The 12 state-owned entities (SOEs) which fall under the jurisdiction of the Department of Transport (DoT) – including the South African National Roads Agency Limited (Sanral); the Road Traffic Infringement Agency (RTIA); Road Traffic Management Corporation (RTMC); Cross Border Road Transport Agency (CBRTA); Rail Safety Regulator (RSR) and the Ports Regulator – have all improved their performance and achieved at least 70% of their set targets over the 2016 financial year.
This according to Minister of Transport, Joe Maswanganyi, who told a media briefing in Pretoria this morning (Friday) that in order to bring about “radical economic transformation,” there was a “definite need to amplify the role of SOEs as instruments for significant advancement of economic transformation within South Africa”. Therefore, he added, SOEs had not been created to maximise profits or incur losses, rather their existence was for driving the development agenda.
Maswanganyi conceded that many of the SOEs were faced with what he termed “significant weaknesses and threats that might become grave impediments to their optimum contribution”.
“Generally, SOEs tend to lack robust leadership and initiative on crucial transformation imperatives such as broad-based black economic empowerment, the creation of meaningful employment opportunities, and comprehensive skills development.

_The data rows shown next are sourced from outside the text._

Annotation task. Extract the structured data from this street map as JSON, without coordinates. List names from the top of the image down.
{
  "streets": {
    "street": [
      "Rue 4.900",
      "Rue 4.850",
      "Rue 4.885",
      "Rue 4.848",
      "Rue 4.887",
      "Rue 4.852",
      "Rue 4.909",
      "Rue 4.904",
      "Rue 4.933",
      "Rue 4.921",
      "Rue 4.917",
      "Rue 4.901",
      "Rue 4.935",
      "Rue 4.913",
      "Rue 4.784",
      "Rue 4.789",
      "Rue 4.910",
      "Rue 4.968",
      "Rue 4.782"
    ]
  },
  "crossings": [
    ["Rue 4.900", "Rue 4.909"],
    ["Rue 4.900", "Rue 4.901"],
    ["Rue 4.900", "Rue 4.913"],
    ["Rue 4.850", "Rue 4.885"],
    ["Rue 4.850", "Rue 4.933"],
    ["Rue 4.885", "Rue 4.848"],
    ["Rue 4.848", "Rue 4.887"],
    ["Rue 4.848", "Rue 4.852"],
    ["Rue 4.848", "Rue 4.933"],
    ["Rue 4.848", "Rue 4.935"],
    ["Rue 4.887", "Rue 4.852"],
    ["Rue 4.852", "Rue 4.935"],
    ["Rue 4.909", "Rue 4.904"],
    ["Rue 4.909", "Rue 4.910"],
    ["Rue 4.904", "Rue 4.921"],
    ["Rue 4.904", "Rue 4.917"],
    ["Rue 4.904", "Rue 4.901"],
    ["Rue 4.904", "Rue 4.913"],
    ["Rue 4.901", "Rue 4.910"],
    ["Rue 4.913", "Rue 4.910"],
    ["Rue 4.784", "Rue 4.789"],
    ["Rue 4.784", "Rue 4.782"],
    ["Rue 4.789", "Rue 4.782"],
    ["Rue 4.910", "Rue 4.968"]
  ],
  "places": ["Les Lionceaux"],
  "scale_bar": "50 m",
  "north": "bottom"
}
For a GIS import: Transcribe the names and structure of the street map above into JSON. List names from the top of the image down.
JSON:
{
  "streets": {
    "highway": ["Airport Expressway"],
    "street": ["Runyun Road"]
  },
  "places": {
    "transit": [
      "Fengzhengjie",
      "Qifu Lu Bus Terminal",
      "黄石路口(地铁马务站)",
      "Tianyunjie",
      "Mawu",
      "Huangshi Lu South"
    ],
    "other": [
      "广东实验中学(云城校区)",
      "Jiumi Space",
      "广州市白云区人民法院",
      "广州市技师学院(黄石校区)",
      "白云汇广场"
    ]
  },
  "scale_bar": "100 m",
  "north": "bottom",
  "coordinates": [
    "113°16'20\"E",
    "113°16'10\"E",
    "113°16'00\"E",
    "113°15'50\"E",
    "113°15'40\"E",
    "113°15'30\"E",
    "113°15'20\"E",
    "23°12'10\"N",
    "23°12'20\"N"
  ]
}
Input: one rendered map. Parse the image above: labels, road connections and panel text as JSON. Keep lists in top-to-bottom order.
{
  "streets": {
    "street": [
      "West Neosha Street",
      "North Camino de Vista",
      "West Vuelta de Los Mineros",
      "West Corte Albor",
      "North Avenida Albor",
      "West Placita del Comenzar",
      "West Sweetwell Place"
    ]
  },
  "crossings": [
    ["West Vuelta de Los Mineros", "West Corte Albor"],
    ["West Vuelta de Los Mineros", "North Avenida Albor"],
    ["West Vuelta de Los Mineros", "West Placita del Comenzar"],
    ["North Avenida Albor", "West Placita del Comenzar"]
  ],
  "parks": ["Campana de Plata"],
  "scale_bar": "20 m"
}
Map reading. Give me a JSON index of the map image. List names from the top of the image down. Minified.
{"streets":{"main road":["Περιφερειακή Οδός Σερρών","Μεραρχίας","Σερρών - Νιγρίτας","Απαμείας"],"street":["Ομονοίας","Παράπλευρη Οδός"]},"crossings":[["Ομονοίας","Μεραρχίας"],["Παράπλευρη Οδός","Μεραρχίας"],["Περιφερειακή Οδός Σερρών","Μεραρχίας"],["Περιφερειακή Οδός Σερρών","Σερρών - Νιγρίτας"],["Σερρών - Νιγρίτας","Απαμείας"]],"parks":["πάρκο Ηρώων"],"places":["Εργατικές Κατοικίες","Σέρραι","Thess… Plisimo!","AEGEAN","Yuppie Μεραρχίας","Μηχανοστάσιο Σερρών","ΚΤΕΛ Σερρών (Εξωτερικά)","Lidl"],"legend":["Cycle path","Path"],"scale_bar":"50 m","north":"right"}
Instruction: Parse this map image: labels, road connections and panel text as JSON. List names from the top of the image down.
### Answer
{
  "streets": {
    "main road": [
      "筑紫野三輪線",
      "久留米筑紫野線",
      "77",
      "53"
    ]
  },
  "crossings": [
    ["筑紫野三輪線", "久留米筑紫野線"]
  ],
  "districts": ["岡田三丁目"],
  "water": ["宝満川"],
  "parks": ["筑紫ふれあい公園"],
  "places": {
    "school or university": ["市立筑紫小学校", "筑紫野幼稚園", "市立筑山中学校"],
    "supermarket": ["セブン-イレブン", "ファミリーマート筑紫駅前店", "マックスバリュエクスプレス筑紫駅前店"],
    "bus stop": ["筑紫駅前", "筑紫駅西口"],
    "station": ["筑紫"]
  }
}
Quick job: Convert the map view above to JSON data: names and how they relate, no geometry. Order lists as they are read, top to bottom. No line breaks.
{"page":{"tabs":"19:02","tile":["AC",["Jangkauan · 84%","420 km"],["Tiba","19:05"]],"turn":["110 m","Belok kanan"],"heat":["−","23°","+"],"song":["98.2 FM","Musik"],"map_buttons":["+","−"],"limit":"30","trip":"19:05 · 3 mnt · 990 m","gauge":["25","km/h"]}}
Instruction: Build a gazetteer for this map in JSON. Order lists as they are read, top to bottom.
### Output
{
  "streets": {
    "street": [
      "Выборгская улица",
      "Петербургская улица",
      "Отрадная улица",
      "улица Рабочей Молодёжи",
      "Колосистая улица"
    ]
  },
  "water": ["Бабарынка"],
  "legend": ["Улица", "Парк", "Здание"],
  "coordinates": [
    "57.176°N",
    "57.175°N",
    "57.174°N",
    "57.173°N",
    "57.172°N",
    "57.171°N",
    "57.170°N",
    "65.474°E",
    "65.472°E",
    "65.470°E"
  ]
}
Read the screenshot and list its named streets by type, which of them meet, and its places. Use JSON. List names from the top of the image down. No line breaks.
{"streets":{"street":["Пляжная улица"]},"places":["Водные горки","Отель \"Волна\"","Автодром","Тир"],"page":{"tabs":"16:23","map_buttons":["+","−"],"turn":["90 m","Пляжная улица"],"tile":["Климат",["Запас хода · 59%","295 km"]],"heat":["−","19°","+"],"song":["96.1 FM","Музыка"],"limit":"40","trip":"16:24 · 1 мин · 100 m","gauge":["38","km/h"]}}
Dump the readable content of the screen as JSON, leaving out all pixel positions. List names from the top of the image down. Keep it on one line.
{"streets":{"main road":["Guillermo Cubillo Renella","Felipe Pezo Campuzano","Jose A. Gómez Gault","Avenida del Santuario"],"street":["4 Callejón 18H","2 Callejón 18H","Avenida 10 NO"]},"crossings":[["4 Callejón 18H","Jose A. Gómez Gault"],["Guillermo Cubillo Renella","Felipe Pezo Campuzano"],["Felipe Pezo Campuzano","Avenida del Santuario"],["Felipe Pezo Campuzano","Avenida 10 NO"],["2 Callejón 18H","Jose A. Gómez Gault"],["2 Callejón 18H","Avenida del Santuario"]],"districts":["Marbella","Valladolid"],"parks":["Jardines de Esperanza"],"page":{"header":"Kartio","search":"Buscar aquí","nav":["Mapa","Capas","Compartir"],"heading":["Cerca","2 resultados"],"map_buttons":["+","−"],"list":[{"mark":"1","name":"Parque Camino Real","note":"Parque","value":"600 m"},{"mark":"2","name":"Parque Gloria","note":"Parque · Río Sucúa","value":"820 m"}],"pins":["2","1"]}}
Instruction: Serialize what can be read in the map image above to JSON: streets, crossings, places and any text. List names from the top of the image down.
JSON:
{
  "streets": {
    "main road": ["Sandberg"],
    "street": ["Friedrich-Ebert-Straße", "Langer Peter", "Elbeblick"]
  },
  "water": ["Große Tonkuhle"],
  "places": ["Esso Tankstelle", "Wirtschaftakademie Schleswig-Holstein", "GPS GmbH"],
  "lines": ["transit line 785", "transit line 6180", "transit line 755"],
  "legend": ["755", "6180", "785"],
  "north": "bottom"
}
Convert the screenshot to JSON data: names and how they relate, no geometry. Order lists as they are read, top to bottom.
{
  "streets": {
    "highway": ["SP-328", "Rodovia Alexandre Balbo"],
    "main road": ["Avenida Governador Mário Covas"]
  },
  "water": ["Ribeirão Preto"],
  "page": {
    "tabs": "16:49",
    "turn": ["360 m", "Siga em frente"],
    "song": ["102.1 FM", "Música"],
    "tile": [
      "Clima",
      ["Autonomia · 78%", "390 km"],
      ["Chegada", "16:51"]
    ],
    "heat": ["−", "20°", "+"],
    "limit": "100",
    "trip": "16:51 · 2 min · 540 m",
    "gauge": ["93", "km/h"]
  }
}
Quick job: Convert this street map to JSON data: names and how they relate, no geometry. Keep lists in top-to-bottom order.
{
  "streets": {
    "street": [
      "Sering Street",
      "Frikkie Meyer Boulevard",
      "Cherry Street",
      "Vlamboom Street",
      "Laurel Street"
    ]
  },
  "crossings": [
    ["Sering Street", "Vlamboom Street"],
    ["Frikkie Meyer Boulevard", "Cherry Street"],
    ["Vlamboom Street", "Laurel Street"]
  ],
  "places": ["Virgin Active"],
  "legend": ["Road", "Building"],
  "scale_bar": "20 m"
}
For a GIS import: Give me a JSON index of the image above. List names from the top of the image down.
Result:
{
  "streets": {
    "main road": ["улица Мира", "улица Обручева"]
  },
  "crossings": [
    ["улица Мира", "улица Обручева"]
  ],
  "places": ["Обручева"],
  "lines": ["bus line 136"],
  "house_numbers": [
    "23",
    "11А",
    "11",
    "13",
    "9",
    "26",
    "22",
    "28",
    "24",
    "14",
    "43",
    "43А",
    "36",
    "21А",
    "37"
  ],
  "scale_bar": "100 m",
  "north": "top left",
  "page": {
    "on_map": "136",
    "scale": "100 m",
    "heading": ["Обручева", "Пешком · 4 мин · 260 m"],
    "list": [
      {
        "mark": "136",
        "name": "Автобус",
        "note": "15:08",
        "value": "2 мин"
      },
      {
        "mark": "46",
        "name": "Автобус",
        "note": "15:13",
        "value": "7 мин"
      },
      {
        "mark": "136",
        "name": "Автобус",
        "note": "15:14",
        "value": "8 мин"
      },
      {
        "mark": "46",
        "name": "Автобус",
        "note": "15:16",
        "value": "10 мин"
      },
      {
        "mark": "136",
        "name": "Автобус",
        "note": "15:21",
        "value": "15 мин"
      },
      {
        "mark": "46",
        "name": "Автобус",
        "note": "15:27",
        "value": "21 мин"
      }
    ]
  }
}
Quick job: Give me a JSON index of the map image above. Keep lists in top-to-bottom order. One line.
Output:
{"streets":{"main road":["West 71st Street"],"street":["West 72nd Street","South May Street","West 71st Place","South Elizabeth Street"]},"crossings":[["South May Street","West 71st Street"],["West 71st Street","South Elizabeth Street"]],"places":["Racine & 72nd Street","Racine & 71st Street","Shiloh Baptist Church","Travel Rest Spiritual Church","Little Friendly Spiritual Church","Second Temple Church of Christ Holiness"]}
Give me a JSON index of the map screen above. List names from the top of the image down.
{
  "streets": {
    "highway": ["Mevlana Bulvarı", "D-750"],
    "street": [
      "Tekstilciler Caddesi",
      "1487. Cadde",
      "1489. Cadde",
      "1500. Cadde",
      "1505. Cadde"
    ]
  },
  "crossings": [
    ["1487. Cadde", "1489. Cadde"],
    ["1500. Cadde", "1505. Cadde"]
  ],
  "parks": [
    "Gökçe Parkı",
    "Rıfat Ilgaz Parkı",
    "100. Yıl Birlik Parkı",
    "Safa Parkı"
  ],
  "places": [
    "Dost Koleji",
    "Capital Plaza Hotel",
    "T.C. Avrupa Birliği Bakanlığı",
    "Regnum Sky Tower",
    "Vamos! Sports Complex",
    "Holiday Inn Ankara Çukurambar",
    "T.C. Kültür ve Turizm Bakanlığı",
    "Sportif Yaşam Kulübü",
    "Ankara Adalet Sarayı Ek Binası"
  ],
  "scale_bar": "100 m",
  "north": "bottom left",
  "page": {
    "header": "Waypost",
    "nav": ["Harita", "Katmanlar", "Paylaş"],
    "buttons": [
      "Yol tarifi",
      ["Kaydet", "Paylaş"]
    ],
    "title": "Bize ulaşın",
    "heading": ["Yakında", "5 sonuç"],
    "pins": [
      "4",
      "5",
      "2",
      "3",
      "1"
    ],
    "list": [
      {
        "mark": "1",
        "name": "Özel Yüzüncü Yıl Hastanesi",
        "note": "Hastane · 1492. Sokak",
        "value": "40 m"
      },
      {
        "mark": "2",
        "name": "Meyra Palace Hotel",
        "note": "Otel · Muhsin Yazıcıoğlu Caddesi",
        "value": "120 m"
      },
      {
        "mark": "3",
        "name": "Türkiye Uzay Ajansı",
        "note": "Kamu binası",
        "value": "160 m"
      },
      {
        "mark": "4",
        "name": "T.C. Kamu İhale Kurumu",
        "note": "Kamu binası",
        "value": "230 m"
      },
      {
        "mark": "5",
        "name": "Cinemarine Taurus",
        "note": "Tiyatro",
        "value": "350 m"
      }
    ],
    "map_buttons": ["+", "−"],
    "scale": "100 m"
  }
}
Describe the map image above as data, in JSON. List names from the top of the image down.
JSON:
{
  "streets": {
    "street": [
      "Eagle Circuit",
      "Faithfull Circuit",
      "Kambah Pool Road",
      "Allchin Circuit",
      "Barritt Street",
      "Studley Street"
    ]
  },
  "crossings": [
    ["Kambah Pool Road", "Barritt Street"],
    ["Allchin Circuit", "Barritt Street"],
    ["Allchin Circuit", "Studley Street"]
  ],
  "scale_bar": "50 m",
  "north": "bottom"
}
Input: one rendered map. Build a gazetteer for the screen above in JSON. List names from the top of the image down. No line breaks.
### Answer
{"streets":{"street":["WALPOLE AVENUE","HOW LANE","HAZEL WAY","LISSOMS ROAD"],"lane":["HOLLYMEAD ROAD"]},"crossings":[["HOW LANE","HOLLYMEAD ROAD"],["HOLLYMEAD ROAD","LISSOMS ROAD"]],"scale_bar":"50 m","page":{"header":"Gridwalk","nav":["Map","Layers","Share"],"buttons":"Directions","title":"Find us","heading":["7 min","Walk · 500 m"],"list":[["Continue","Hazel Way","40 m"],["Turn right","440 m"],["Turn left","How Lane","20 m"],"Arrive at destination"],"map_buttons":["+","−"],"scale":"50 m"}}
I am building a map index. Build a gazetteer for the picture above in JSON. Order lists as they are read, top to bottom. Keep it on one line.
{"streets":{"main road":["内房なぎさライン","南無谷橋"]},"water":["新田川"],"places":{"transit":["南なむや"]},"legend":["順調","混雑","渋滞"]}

Collaboration and coordination among SOEs and their oversight is poor. This reduces the impact made by SOEs in service delivery and it increases their costs,” he highlighted.
Maswanganyi said the Presidential Review Committee (PRC) – appointed last year to evaluate overall SOE performance – had recommended major reforms. “These reforms address matters of oversight for SOEs, establishment/disestablishment of SOEs; strategic planning, funding, legal and regulatory policy, institutional structures, systems, capacity, as well as critical performance evaluation measures,” he explained.